McDonald'sın arkasındaki bürokrasi
McDonald's bürokrasisi
McDonald’s sadece hamburger mi? Bir düşün bakalım.
McDonald’s deyince çoğumuzun aklına patates kızartması, Big Mac falan geliyor, değil mi? Ama işin arka planı bambaşka. McDonald’s aslında Max Weber’in anlattığı o bürokrasi sisteminin ete kemiğe bürünmüş hali gibi. Yani sadece bir restoran değil; başlı başına bir sistem.

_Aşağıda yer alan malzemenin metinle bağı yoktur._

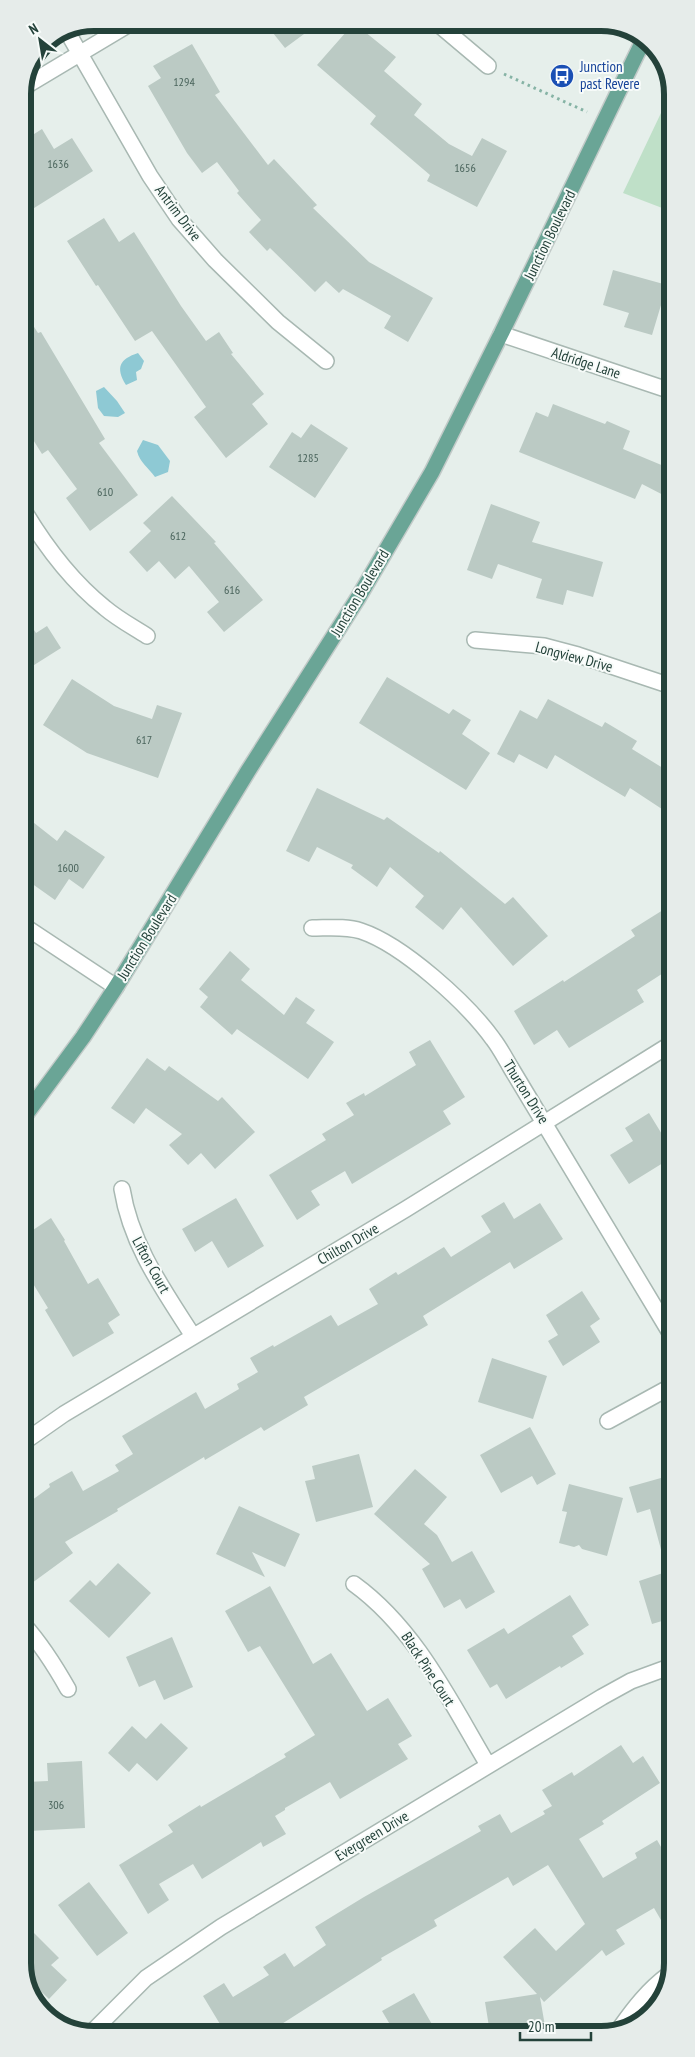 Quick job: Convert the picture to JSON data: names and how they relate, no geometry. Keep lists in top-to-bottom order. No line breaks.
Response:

Neden bu kadar popüler oldu dersen, bunun temeli 1950’lere dayanıyor. Savaş sonrası dönem, kadınlar iş hayatına daha çok katılıyor, dışarıda yemek ihtiyacı artıyor. İnsanlar pratik, hızlı, güvenilir bir şey arıyor... Ve sahneye McDonald’s çıkıyor. Bugün 128 ülkede var. İnanılmaz değil mi?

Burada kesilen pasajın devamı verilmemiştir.